───── Data shown

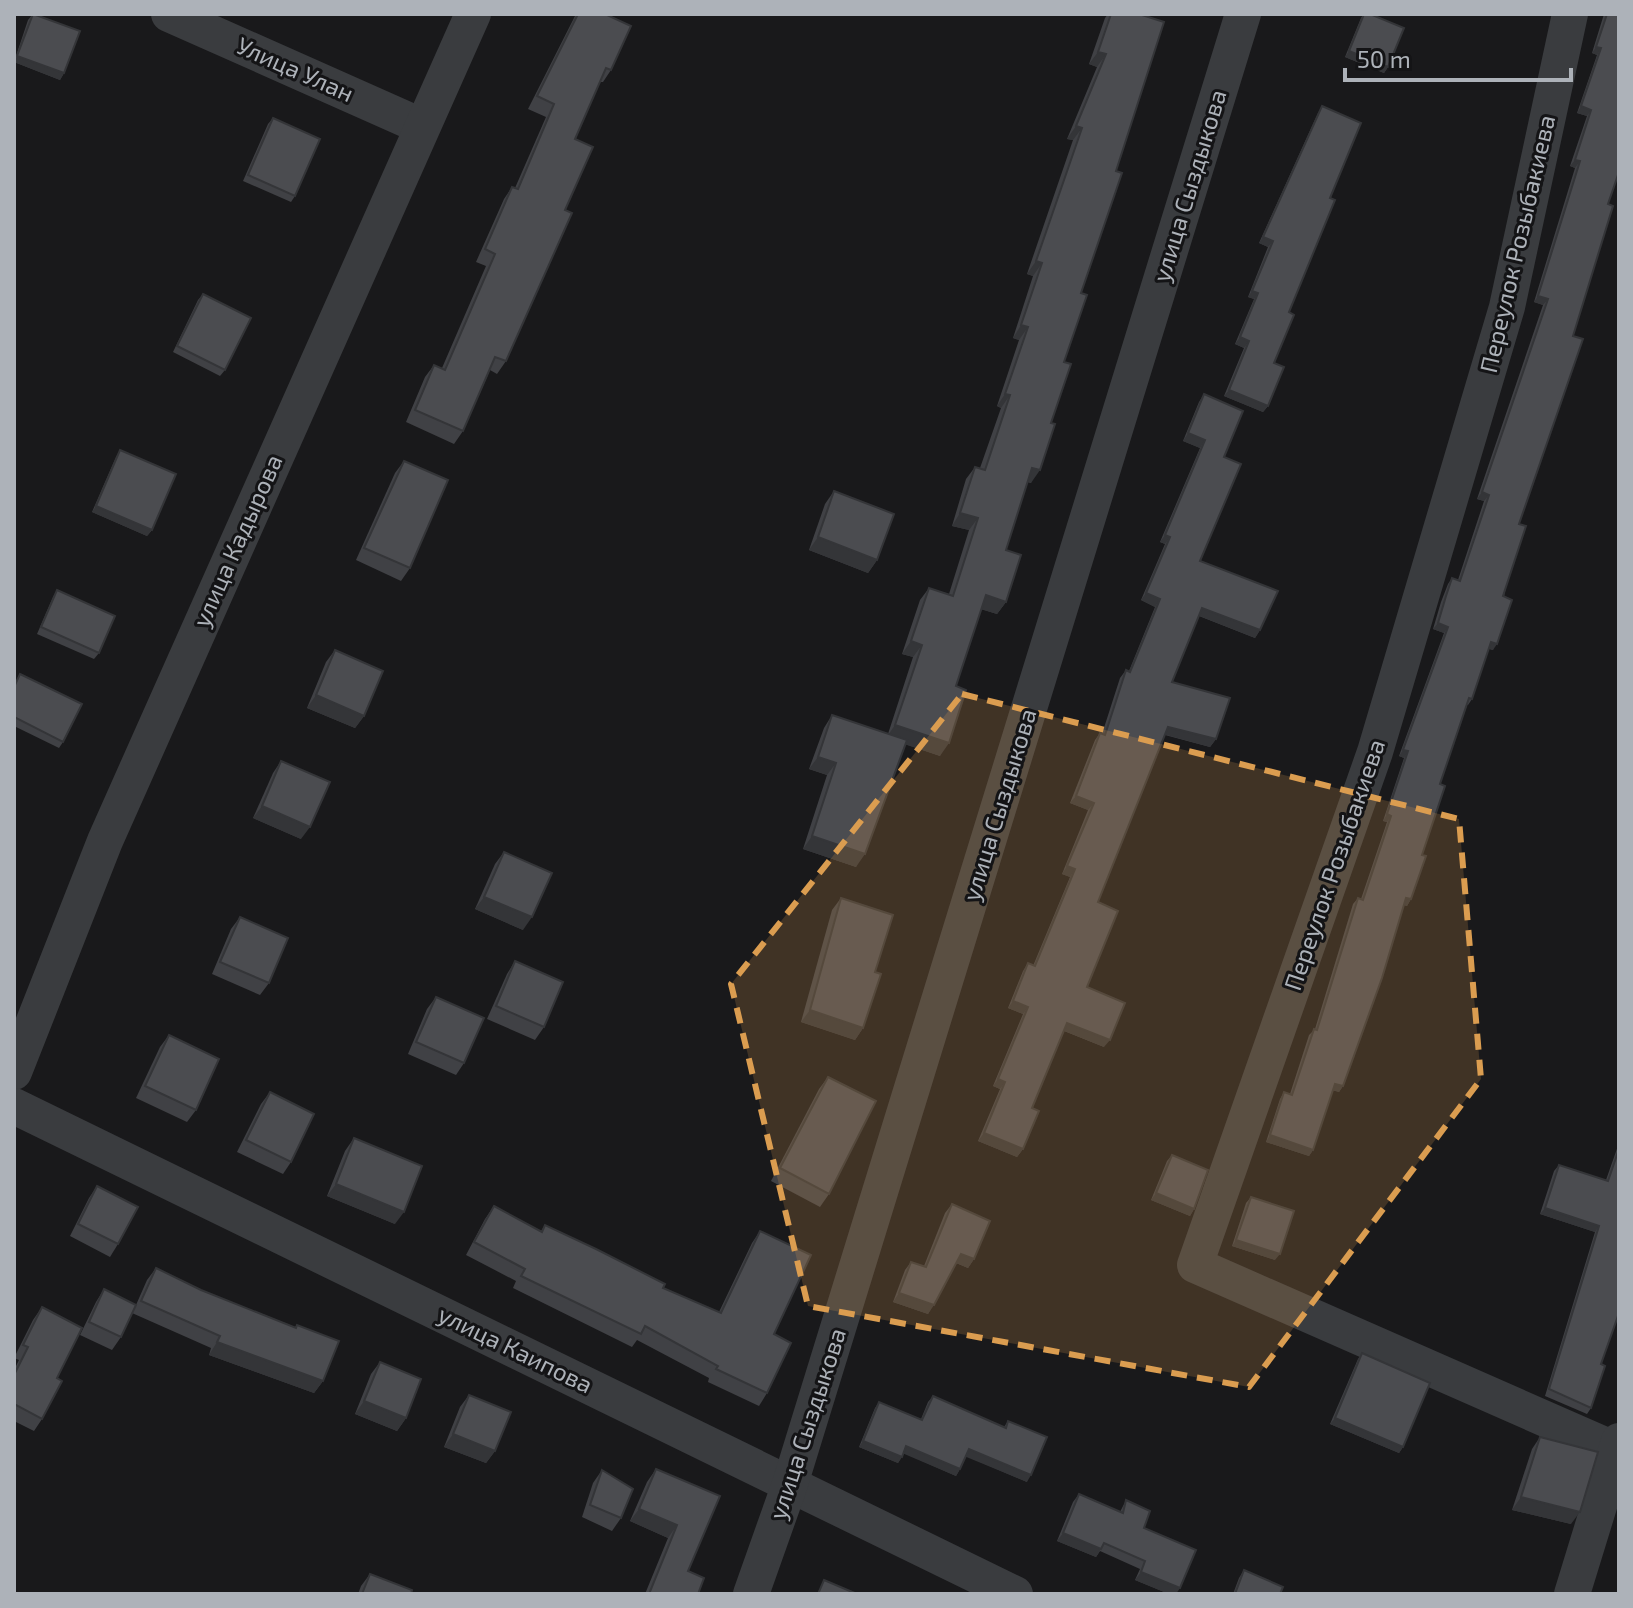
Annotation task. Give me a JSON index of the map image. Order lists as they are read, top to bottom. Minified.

──────────
───── Data shown

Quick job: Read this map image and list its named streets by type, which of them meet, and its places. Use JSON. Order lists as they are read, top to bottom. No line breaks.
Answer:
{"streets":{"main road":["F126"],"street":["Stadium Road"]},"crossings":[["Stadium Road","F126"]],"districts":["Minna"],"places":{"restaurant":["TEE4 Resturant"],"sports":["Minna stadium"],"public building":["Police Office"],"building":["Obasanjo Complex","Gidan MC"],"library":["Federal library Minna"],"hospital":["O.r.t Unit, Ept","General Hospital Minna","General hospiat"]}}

──────────

Task to complete — Report each line in the data above that holds the word "they" by copying it.

Output of the task —
Annotation task. Give me a JSON index of the map image. Order lists as they are read, top to bottom. Minified.
Quick job: Read this map image and list its named streets by type, which of them meet, and its places. Use JSON. Order lists as they are read, top to bottom. No line breaks.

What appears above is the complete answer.